Hi everyone, I’m thinking about building a small web dashboard using Django to display live sensor data from microcontroller devices (e.g., ESP32). I found a tutorial on The Engineering Projects that shows how ESP32 can send sensor readings over HTTP to a cloud service or server https://www.theengineeringprojects.com/2022/02/esp32-http-post-with-thingspeak-and-ifttt.html, and it made me wonder if Django could be used as the backend instead of a generic IoT service. I’ve seen a few Arduino forum threads and Raspberry Pi community projects where people push data into simple dashboards or cloud spreadsheets, and some even link sensor data with web interfaces. For those who built something similar with Django: how did you structure your models/views to handle data influx? Did you use WebSockets or polling for live updates, and what are the trade‑offs you observed (latency, load, data retention)?

Welcome @ariajames !

First, for background - I’ve done a lot of this in the past.
If you search this forum for

It’s not clear to me from your description which direction the requests occur.

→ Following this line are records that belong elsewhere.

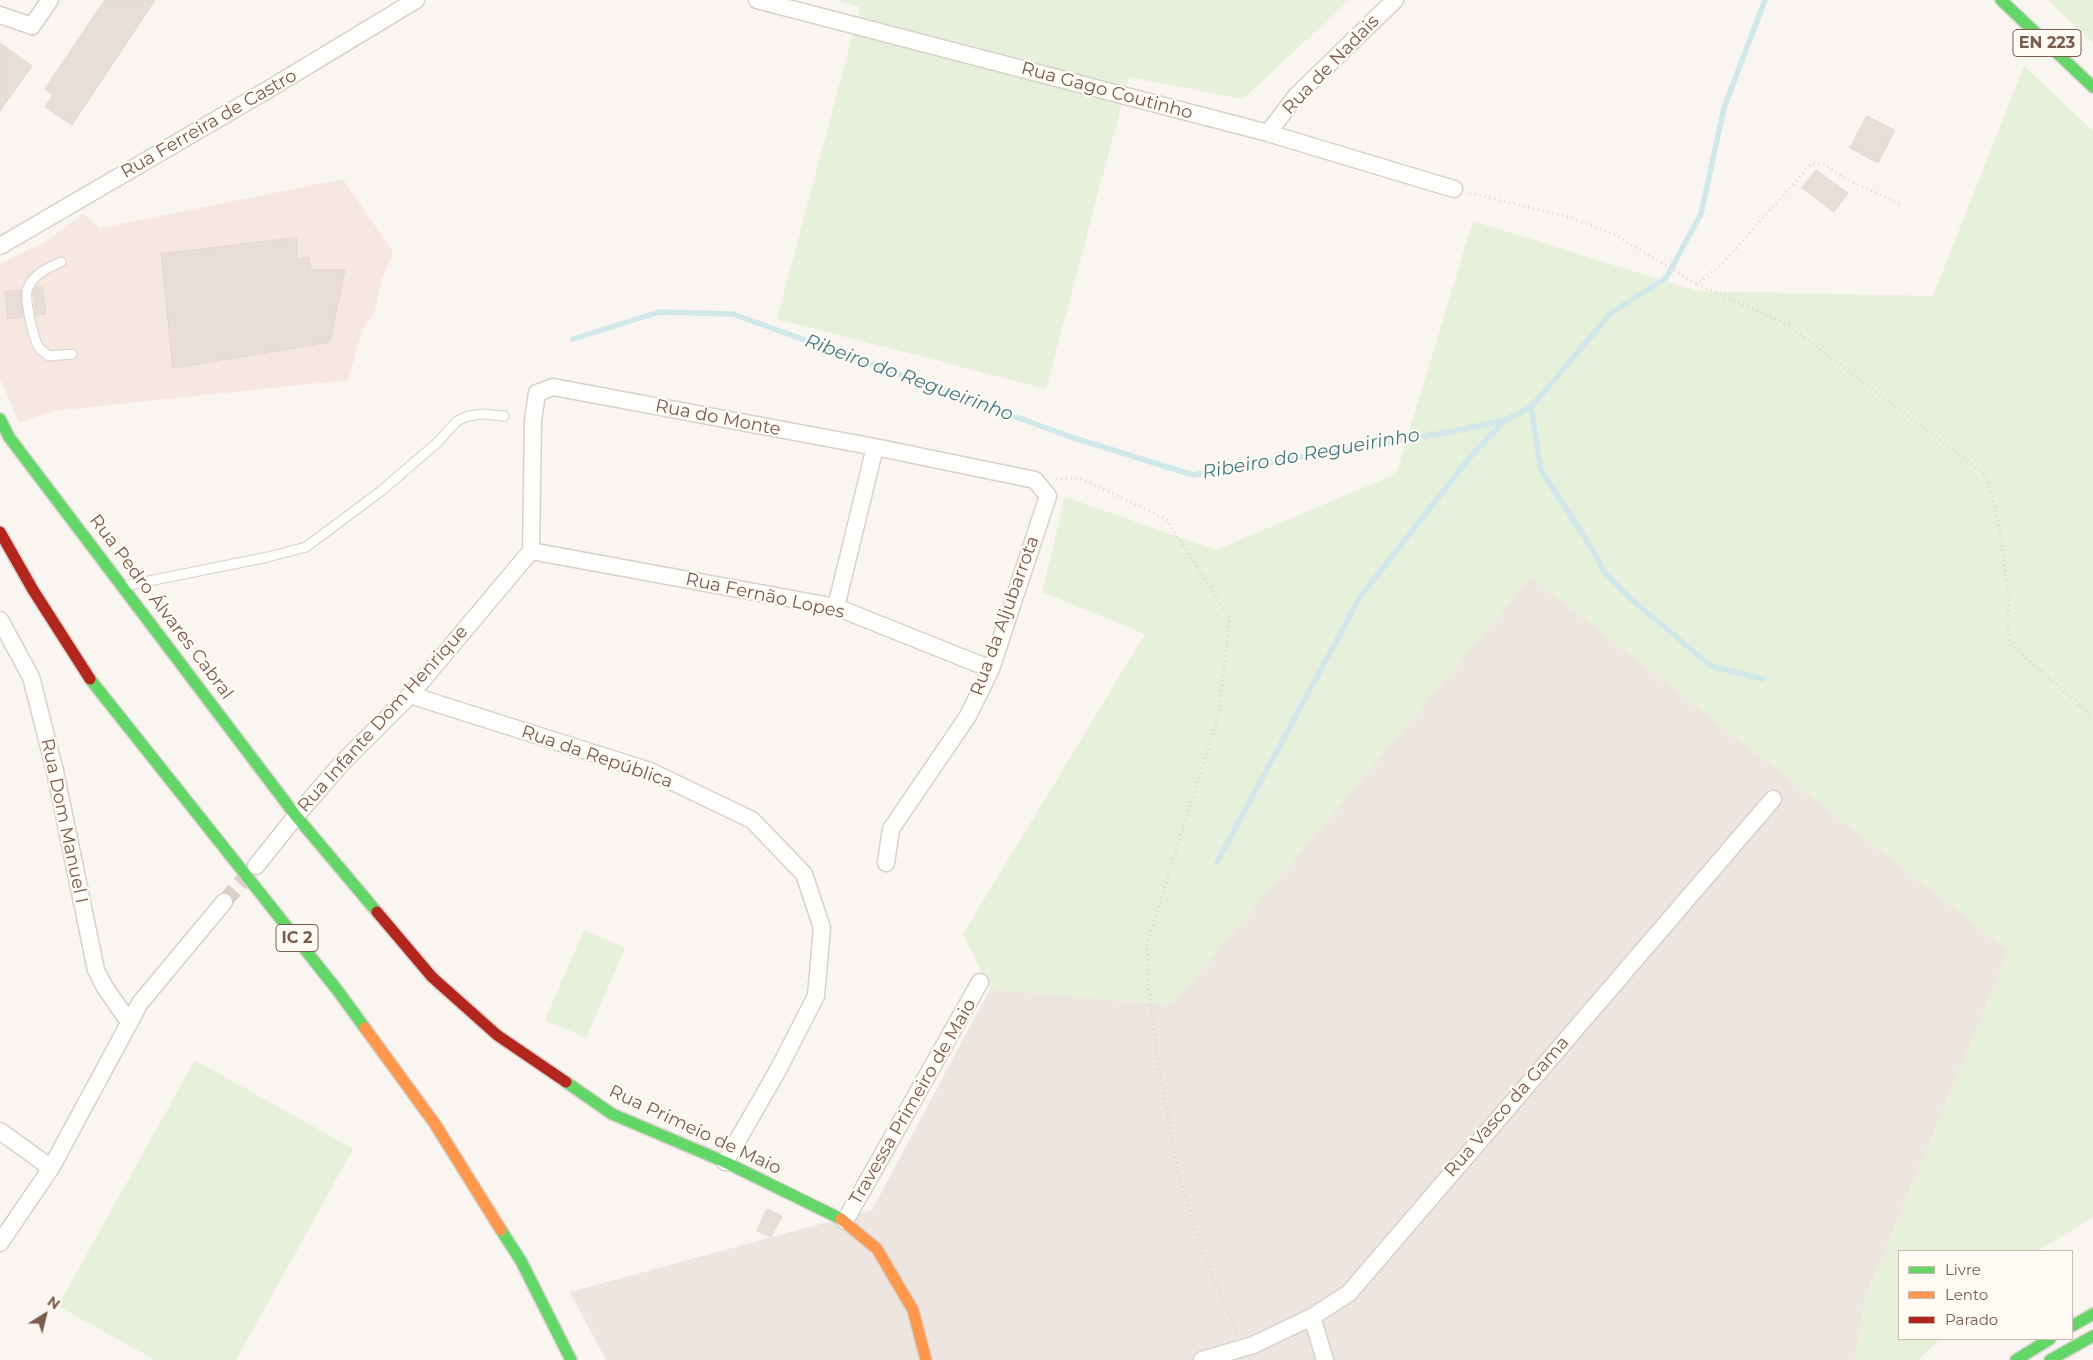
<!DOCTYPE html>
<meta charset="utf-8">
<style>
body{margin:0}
#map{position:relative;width:2093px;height:1360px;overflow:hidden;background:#f9f5f0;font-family:Montserrat,sans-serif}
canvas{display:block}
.legend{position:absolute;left:1898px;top:1250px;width:175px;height:90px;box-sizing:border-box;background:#fffaf3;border:1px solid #cabbb1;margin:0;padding:6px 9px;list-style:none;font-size:15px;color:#7a5c4d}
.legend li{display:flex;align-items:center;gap:10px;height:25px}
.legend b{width:25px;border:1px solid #cabbb1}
.north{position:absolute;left:20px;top:1290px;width:50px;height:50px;-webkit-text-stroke:4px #fffaf3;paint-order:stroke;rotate:36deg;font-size:14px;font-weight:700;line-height:20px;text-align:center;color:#7a5c4d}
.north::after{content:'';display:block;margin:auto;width:18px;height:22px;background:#7a5c4d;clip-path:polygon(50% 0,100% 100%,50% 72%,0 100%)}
</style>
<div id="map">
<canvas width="2093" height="1360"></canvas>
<ul class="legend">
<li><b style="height:6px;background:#63d668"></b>Livre</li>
<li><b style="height:6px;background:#ff974d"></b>Lento</li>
<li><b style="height:6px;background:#b3261e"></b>Parado</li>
</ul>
<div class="north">N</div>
</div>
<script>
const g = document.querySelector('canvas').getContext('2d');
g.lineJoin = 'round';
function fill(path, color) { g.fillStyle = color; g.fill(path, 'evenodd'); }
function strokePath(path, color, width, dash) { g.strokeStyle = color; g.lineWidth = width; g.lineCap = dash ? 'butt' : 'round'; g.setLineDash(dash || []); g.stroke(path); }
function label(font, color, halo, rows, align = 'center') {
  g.font = font + ' Montserrat,sans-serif'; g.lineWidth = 4.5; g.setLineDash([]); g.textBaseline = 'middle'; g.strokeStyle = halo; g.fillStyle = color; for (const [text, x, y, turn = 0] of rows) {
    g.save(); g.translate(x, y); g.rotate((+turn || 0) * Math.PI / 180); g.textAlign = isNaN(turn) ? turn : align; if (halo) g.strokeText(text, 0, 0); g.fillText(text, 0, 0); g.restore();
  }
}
const commercial = new Path2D(`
 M 343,179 L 393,252 L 381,282 L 374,314 L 363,328 L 348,380 L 53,411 L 19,423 L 0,377 L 0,264 L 45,242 L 83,214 L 100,228 Z`);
const industrial = new Path2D(`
 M 1531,577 L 2009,951 L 1865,1299 L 1855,1360 L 606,1360 L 570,1292 L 872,1210 L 990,989 L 1172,1005 Z`);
const green = new Path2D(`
 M 836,0 L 1349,0 L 1243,99 L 1129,77 L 1046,389 L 777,319 L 860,7 Z
 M 2048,0 L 2093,0 L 2093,43 Z
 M 2024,66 L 2093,131 L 2093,1217 L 2038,1251 L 1899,1251 L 1899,1339 L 1940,1339 L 1918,1360 L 1855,1360 L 1865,1300 L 2009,951 L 1531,577 L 1172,1005 L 990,989 L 963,934 L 1145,634 L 1042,592 L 1065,497 L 1216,550 L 1396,474 L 1473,221 L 1697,291 L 1933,296 Z
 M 584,930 L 625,948 L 586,1038 L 545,1020 Z
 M 195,1060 L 353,1149 L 236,1360 L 155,1360 L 58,1306 Z`);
const stream = new Path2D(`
 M 573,339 L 659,312 L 733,314 L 1071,437 L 1193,475 L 1455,431 L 1505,420 L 1531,407 L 1611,313 L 1666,278 L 1701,214 L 1724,108 L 1765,0
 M 1531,407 L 1541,470 L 1589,544 L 1605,573 L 1630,598 L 1711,666 L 1763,679
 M 1217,862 L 1360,597 L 1471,456 L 1505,420`);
const building = new Path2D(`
 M 105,0 L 155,0 L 72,125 L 45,107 L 53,95 L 45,89 Z
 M 0,43 L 32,66 L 0,111 Z
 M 1867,116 L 1895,130 L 1878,163 L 1850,148 Z
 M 1816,170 L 1848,193 L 1834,212 L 1802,188 Z
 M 297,238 L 297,259 L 309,257 L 311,270 L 345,270 L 330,342 L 173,368 L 161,254 Z
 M 42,287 L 46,314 L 36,315 L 34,290 L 35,288 Z
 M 21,290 L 23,317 L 8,319 L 5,292 Z
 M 767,1209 L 782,1216 L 771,1237 L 757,1231 Z`);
const streetTunnel = new Path2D(`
 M 224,902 L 252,870`);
const path = new Path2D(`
 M 1470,193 L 1572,218 L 1617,236 L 1697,284 L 1722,264 L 1811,164 L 1824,164 L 1844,178 L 1901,204
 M 1697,284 L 1789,325 L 1835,361 L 1981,471 L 1988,480 L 1999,526 L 2009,600 L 2008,622 L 2009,640 L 2023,655 L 2093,717
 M 1056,479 L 1080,478 L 1166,519 L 1230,618 L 1219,713 L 1147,944 L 1148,982 L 1157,1056 L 1178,1174 L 1202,1251 L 1238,1334`);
const lane = new Path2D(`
 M 61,262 C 48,268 33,274 28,288 C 24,298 33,340 40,349 C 42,351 47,354 49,356 L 72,354
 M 124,586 L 268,557 L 306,547 L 381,491 L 438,442 L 457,421 L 468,416 L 482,414 L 504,416`);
const street = new Path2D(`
 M 757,0 L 1268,133 L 1454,189
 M 0,15 L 32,26 L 50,0
 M 1268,133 L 1296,96 L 1395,0
 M 0,246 L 269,89 L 416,0
 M 531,551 L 533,420 L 537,393 L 553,387 L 875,447 L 1035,480 L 1048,496 L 991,669 L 968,716 L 891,829 L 886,863
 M 531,551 L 836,607 L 991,669
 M 836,607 L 875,447
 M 0,620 L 31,677 L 55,771 L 96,970 L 104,986 L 129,1022
 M 410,695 L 650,771 L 752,820 L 804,874 L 822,928 L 816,996 L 777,1072 L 725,1162
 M 256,866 L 296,816 L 342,763 L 410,695 L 531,551
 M 0,1131 L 51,1168
 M 845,1221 L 980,982
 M 0,1243 L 51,1168 L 140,1003 L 224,902
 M 1312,1317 L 1325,1360
 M 1202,1360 L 1253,1345 L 1312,1317 L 1349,1293 L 1773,799`);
const fast = new Path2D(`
 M 2001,0 L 2093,87
 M 0,419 L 9,437 L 296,816 L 377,912
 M 90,679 L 338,991 L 365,1028
 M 566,1082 L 612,1114 L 725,1162 L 841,1219
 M 501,1230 L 521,1261 L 571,1360
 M 2072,1326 L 2093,1314
 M 2016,1360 L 2050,1339
 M 2050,1360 L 2093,1336`);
const slow = new Path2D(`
 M 365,1028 L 435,1124 L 501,1230
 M 841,1219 L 877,1249 L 913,1310 L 926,1360`);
const jam = new Path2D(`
 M 0,532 L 33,590 L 90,679
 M 377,912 L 432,977 L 497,1035 L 566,1082`);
const shields = [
 [2047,43,68],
 [297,938,42]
];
const shieldNames = [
 ["EN 223",2047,43],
 ["IC 2",297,938]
];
const streetNames = [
 ["Rua de Nadais",1331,65,-46],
 ["Rua Gago Coutinho",1107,91,15],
 ["Rua Ferreira de Castro",209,124,-30],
 ["Rua do Monte",718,418,11],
 ["Rua Fernão Lopes",765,596,12],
 ["Rua Pedro Álvares Cabral",161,607,53],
 ["Rua da Aljubarrota",1005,616,-70],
 ["Rua Infante Dom Henrique",383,719,-48],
 ["Rua da República",597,757,19],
 ["Rua Dom Manuel I",64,821,78],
 ["Travessa Primeiro de Maio",913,1102,-60],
 ["Rua Vasco da Gama",1507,1107,-49],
 ["Rua Primeio de Maio",695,1130,25]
];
const waterNames = [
 ["Ribeiro do Regueirinho",909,378,20],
 ["Ribeiro do Regueirinho",1311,454,-10]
];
fill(commercial, '#f6e8e1');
fill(industrial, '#ede5e0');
fill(green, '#e7f0db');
strokePath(stream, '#d0e8ea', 5.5);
fill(building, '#e6ded7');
strokePath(building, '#e2d8d2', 1);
strokePath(streetTunnel, '#d9cfc7', 16, [16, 8]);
strokePath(lane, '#d7d1cb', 11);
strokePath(street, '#d7d1cb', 19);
strokePath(fast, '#d9d2cb', 14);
strokePath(slow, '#d9d2cb', 14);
strokePath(jam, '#d9d2cb', 14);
strokePath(path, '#dcd5d0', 3, [1, 4]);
strokePath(lane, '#fefefd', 9);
strokePath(street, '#fefefd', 16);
strokePath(fast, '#63d668', 11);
strokePath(slow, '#ff974d', 11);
strokePath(jam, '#b3261e', 11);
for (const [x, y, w] of shields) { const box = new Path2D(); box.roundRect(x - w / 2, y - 13.5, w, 27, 4); g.fillStyle = '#fffaf3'; g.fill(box); strokePath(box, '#7a5c4d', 1); }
label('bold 16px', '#7a5c4d', null, shieldNames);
label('18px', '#7a5c4d', '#fffaf3', streetNames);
label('italic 19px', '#437c86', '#fffaf3', waterNames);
</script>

If the microcontroller is sending the data as an http request, then your Django view for that url is an ordinary view. There’s nothing special or different that need to be done for it.

If it’s capable of sending data through other means, then that may be worth investigating.

On the other hand, if your project needs to issue the requests to retrieve the data from the server, then you want to do this external to your Django project - perhaps as a Django management command.

Another issue is to consider how frequently you need to retrieve the data.

Don’t forget to check for other connectivity options if you’re needing to pull this data more frequently than (roughly) every 5 seconds.

The design of the models is not affected by this at all. What the controller sends and what you want to keep are the only factors involved, and again, it’s just standard Django.

It depends upon the rate at which updates need to be retrieved and presented to the browser. I’ve worked with devices feeding data at 100ms cycles (10 / second) - those required websockets for live data feeds. But for devices requesting data evey 5 - 10 seconds, then you can consider polling.

There are some other factors to consider regarding the “locality” of the devices to the server and the relative locality of the server to the browsers. You may also need to consider how many browsers are going to be connecting to view this data and how it needs to be presented on the browser.